A Soberania de Deus e a Liberdade humana na perspectiva calvinista


Introdução 

Ao analisarmos a história, tanto do pensamento religioso como do pensamento filosófico, perceberemos que existe certo modelo cíclico na abordagem de grandes temas da humanidade e não uma linearidade absoluta, que preconizaria a existência de temas totalmente novos e de número praticamente incontável. Mas, certamente, não é isso que ocorre. As mesmas questões são objeto de investigação nas mais variadas culturas e gerações. Essa recorrência acaba estabelecendo um número extremamente limitado do que podemos chamar de “os grandes problemas da humanidade”.
Segundo Wright, fazem parte dessa lista:

A relação da unidade do mundo com a diversidade de nossa experiência individual, como podemos estar certos do conhecimento que temos, se há Deus ou não, a natureza da “substância” de que o mundo é feito e como devemos navegar nas questões éticas (WRIGHT, 1998, p.19).
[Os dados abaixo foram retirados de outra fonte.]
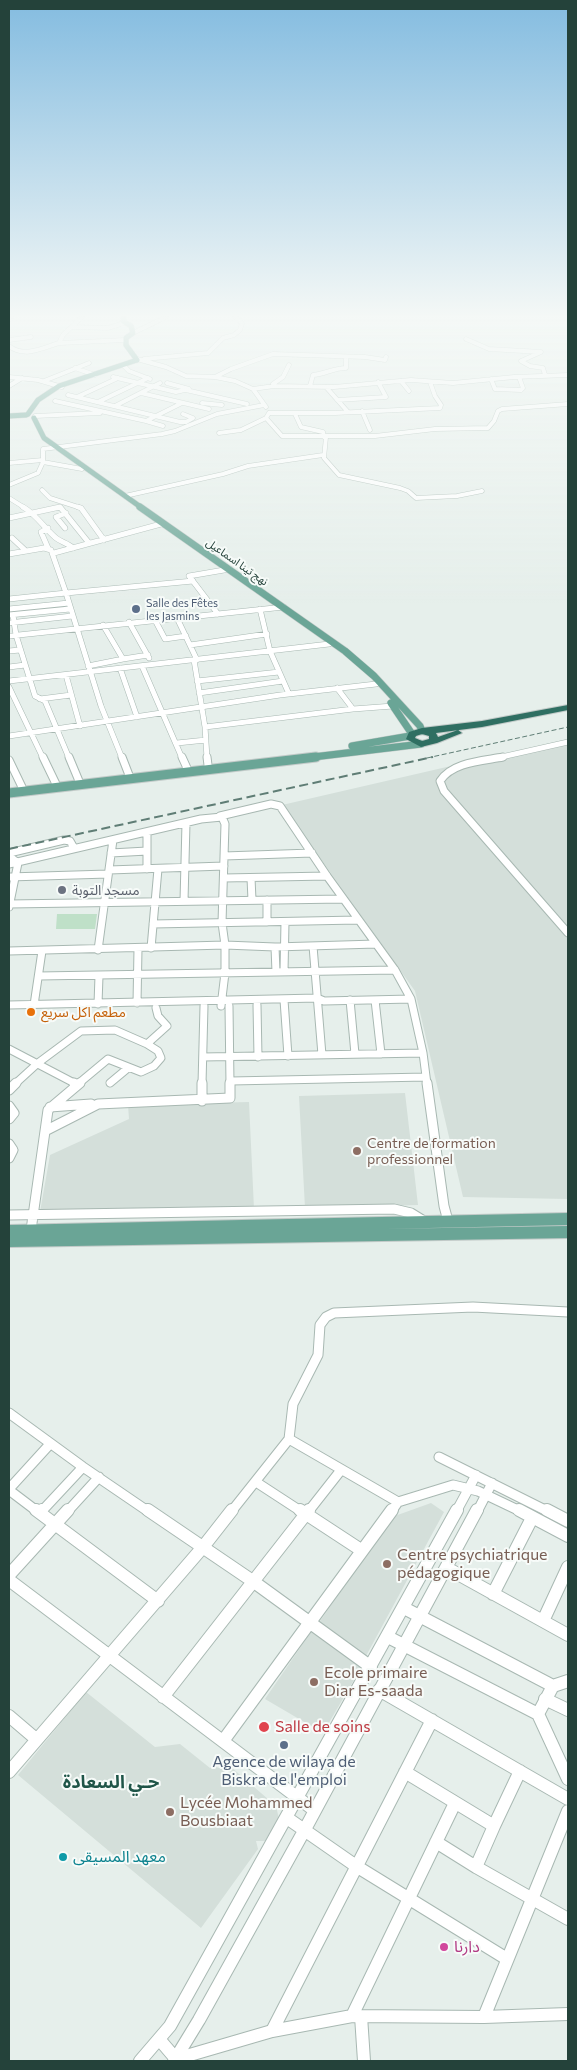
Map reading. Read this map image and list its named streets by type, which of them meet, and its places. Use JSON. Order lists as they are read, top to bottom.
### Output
{
  "streets": {
    "main road": ["نهج تينا اسماعيل"]
  },
  "districts": ["حـي السعادة"],
  "places": [
    "Salle des Fêtes les Jasmins",
    "مسجد التوبة",
    "مطعم اكل سريع",
    "Centre de formation professionnel",
    "Centre psychiatrique pédagogique",
    "Ecole primaire Diar Es-saada",
    "Salle de soins",
    "Agence de wilaya de Biskra de l'emploi",
    "Lycée Mohammed Bousbiaat",
    "معهد المسيقى",
    "دارنا"
  ]
}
Kayper trata esse assunto de forma ainda mais sintética e apresenta a seguinte lista: “Nossa relação com Deus, nossa relação com o homem e nossa relação com o mundo” (KUYPER, 2002. p, 28).
Todas as outras discussões são derivadas, direta ou indiretamente, dessas grandes abordagens. Um dos mais persistentes desses problemas e que tem ocupado a mente dos mais importantes pensadores, é o que trata sobre a liberdade das ações humanas em contrapartida com a causalidade.
É nossa vontade realmente livre de causas e influências, ou são todas as nossas ações “predeterminadas” de algum modo?
Na filosofia, o debate reaparece no binômio paradoxal entre autonomia versus determinismo. A máxima da antropologia socrática: “conhece-te a ti mesmo”, apresenta uma consciência humana autônoma, de forma que o caminho da verdade suprema deve ser encontrado “dentro” do próprio homem. Coube a Nietzsche, entretanto, a libertação absoluta de toda e qualquer forma de transcendência. O criador do “super-homem” chega a “matar” Deus em busca do diploma da liberdade absoluta, para outorgá-lo ao homem:

Eu vos apresento o Super-homem! O Super-homem é o sentido da terra. Diga a vossa vontade: seja o Super-homem, o sentido da terra. Exorto-vos, meus irmãos, a permanecer fiéis à terra e a não acreditar em que vos fala de esperanças supraterrestres. São envenenadores, quer o saibam ou não. Não dão o menor valor à vida, moribundos que estão, por sua vez envenenados, seres de que a terra se encontra fatigada; vão se por uma vez! (NIETZSCHE, 1994, p.30)

E ainda:

Deus está morto! Deus permanece morto! E quem o matou fomos nós! Como haveremos de nos consolar, nós os algozes dos algozes? O que o mundo possuiu, até agora, de mais sagrado e mais poderoso sucumbiu exangue aos golpes das nossas lâminas. Quem nos limpará desse sangue? Qual a água que nos lavará? Que solenidades de desagravo, que jogos sagrados haveremos de inventar? A grandiosidade deste acto não será demasiada para nós? Não teremos de nos tornar nós próprios deuses, para parecermos apenas dignos dele? Nunca existiu acto mais grandioso, e, quem quer que nasça depois de nós, passará a fazer parte, mercê deste ato, de uma história superior a toda história até hoje! (NIETZSCHE. Fredrich. A Gaia Ciência, §125).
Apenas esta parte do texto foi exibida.